ACTIVITY: Pull every line with "stream" from the entries below.

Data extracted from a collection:
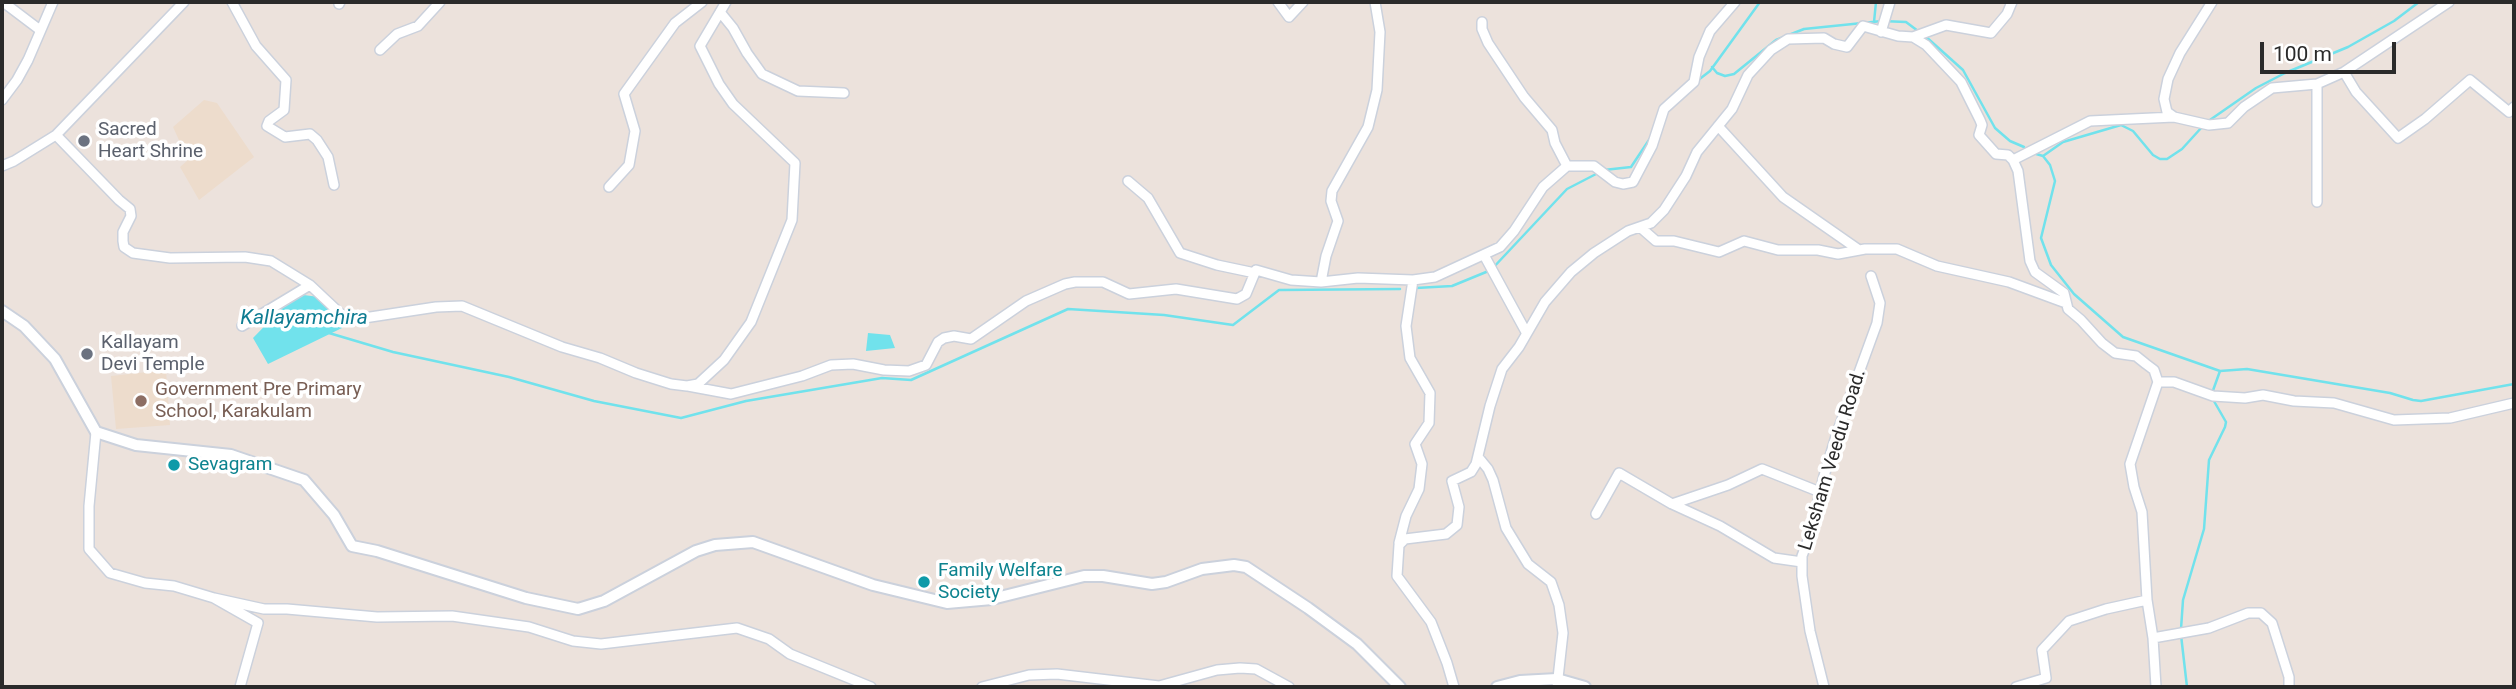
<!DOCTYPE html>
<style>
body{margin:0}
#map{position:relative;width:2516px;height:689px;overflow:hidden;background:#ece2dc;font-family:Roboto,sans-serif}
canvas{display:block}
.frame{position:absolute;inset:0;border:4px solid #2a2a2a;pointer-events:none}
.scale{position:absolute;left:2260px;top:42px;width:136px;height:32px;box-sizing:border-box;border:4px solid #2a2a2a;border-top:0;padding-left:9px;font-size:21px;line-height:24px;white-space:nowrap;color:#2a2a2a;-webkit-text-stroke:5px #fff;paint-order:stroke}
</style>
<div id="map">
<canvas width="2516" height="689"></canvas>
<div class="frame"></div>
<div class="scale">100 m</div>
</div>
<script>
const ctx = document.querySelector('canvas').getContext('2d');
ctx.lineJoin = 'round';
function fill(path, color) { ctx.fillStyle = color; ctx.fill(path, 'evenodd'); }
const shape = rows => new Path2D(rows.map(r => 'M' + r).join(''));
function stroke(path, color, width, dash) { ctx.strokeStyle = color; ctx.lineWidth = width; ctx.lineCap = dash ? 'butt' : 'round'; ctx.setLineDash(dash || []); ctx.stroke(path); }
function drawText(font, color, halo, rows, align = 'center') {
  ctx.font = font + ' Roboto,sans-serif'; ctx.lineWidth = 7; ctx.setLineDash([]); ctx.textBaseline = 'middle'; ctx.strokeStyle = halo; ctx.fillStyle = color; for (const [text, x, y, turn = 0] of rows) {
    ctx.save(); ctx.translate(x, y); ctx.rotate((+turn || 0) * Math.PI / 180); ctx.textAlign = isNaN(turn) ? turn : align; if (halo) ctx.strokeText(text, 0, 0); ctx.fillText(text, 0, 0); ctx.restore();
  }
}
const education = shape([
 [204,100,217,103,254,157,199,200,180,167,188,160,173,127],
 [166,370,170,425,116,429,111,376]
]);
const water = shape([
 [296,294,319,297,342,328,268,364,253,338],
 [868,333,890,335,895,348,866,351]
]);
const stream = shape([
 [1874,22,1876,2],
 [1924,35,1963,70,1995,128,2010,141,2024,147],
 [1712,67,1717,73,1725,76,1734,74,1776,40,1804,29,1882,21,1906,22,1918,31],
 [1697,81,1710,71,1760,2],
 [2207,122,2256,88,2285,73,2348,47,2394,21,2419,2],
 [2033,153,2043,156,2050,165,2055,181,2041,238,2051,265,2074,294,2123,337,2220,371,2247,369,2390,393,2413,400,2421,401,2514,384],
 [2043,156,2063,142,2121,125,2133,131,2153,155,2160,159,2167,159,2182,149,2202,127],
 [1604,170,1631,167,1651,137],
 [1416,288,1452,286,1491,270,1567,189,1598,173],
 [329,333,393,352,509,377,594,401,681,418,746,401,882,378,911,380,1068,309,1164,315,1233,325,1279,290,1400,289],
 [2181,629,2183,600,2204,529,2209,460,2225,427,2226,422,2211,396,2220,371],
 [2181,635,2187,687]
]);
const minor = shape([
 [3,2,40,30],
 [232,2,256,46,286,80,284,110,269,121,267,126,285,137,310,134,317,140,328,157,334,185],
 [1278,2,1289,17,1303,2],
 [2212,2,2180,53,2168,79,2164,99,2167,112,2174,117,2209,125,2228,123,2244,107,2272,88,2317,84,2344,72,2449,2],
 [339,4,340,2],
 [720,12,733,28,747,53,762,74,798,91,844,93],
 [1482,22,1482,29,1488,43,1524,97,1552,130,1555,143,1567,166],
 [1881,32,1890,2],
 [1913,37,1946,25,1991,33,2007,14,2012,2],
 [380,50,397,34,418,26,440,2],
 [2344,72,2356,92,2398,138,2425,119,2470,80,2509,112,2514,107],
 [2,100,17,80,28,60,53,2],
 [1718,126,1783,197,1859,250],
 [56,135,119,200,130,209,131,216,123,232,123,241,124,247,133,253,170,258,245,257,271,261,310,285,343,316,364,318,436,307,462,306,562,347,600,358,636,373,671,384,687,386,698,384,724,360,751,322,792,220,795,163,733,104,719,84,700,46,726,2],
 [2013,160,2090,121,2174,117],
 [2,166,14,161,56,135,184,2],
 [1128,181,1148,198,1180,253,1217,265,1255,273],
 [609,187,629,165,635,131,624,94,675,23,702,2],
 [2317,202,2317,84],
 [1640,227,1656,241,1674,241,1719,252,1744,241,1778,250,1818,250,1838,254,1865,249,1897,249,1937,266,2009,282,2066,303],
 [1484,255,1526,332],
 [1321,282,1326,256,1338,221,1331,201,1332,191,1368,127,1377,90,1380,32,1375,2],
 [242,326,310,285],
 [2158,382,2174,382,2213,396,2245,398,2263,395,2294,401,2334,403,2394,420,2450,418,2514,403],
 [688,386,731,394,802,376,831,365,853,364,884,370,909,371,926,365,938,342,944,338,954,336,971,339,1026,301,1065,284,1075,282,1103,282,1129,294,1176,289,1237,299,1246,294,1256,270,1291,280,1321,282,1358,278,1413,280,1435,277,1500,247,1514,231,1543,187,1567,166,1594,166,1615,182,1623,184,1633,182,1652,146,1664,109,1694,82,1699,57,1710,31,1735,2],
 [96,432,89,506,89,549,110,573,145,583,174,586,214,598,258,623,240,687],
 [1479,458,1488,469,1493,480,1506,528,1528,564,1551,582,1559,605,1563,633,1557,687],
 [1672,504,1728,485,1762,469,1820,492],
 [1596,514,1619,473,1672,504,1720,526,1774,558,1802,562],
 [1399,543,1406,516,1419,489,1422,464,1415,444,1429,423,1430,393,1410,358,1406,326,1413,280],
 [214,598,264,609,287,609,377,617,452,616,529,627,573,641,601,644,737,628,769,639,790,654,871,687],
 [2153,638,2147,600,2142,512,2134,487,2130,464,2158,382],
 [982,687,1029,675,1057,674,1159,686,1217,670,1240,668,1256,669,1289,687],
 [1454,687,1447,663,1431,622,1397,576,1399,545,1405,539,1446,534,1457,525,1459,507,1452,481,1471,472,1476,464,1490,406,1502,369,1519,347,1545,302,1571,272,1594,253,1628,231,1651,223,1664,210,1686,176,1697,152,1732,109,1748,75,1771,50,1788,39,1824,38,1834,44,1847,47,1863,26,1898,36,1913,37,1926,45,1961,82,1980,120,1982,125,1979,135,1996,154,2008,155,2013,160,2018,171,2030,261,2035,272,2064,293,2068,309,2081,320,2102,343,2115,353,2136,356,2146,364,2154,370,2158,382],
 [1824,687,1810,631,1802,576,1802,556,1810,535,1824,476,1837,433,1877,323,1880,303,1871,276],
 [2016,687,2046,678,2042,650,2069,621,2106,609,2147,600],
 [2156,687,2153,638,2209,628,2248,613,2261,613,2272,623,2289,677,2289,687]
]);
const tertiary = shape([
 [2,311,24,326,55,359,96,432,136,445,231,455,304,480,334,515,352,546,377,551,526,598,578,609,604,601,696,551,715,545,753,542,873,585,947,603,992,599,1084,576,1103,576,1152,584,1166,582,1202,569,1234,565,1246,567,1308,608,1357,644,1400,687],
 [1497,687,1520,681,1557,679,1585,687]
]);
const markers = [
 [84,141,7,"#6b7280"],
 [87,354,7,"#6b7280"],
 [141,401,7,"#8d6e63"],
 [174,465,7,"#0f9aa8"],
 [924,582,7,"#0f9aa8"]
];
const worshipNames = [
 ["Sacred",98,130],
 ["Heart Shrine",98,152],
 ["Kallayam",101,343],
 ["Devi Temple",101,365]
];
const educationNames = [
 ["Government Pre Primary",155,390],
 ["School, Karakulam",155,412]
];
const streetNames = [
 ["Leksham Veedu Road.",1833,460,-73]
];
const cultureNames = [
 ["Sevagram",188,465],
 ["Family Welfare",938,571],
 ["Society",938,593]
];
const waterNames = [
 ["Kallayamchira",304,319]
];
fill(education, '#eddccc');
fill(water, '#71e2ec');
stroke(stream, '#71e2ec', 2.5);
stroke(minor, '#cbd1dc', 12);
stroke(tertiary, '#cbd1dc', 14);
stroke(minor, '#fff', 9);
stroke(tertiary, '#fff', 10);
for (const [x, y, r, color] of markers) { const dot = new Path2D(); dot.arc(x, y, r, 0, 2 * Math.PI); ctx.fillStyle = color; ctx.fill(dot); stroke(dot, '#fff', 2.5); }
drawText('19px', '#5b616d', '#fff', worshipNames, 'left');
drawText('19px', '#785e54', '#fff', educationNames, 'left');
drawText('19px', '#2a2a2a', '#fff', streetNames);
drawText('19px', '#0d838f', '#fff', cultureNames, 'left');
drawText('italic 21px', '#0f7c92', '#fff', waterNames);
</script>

RESPONSE AREA:
const stream = shape([
stroke(stream, '#71e2ec', 2.5);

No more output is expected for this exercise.